**Task**
The entries below are to be transcribed in full, without their images.

Start of Given data

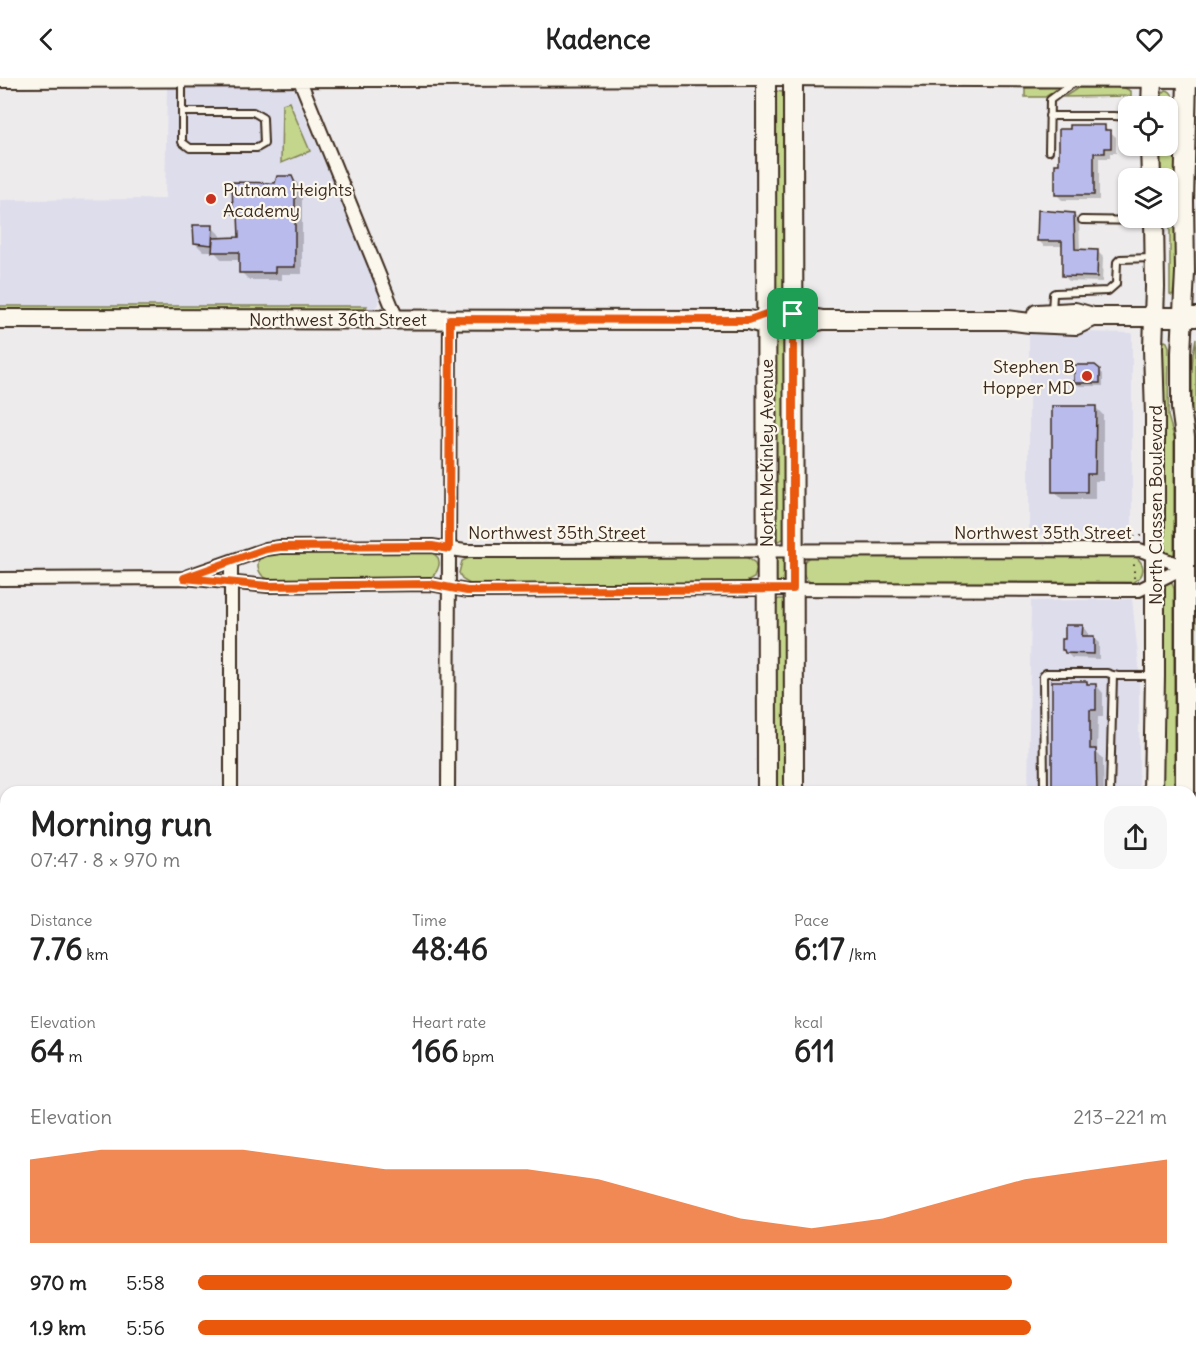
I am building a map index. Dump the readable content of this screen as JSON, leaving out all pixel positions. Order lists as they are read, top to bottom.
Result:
{
  "streets": {
    "street": [
      "Northwest 36th Street",
      "North McKinley Avenue",
      "North Classen Boulevard",
      "Northwest 35th Street"
    ]
  },
  "crossings": [
    ["Northwest 36th Street", "North McKinley Avenue"],
    ["Northwest 36th Street", "North Classen Boulevard"],
    ["North McKinley Avenue", "Northwest 35th Street"],
    ["North Classen Boulevard", "Northwest 35th Street"]
  ],
  "places": ["Putnam Heights Academy", "Stephen B Hopper MD"],
  "page": {
    "header": "Kadence",
    "heading": ["Morning run", "07:47 · 8 × 970 m"],
    "stats": [
      ["Distance", "7.76 km"],
      ["Time", "48:46"],
      ["Pace", "6:17 /km"],
      ["Elevation", "64 m"],
      ["Heart rate", "166 bpm"],
      ["kcal", "611"]
    ],
    "chart": ["Elevation", "213–221 m"],
    "list": [
      {
        "name": "970 m",
        "note": "5:58"
      },
      {
        "name": "1.9 km",
        "note": "5:56"
      }
    ]
  }
}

End of Given data

**Result below**
I am building a map index. Dump the readable content of this screen as JSON, leaving out all pixel positions. Order lists as they are read, top to bottom.
Result:
{
  "streets": {
    "street": [
      "Northwest 36th Street",
      "North McKinley Avenue",
      "North Classen Boulevard",
      "Northwest 35th Street"
    ]
  },
  "crossings": [
    ["Northwest 36th Street", "North McKinley Avenue"],
    ["Northwest 36th Street", "North Classen Boulevard"],
    ["North McKinley Avenue", "Northwest 35th Street"],
    ["North Classen Boulevard", "Northwest 35th Street"]
  ],
  "places": ["Putnam Heights Academy", "Stephen B Hopper MD"],
  "page": {
    "header": "Kadence",
    "heading": ["Morning run", "07:47 · 8 × 970 m"],
    "stats": [
      ["Distance", "7.76 km"],
      ["Time", "48:46"],
      ["Pace", "6:17 /km"],
      ["Elevation", "64 m"],
      ["Heart rate", "166 bpm"],
      ["kcal", "611"]
    ],
    "chart": ["Elevation", "213–221 m"],
    "list": [
      {
        "name": "970 m",
        "note": "5:58"
      },
      {
        "name": "1.9 km",
        "note": "5:56"
      }
    ]
  }
}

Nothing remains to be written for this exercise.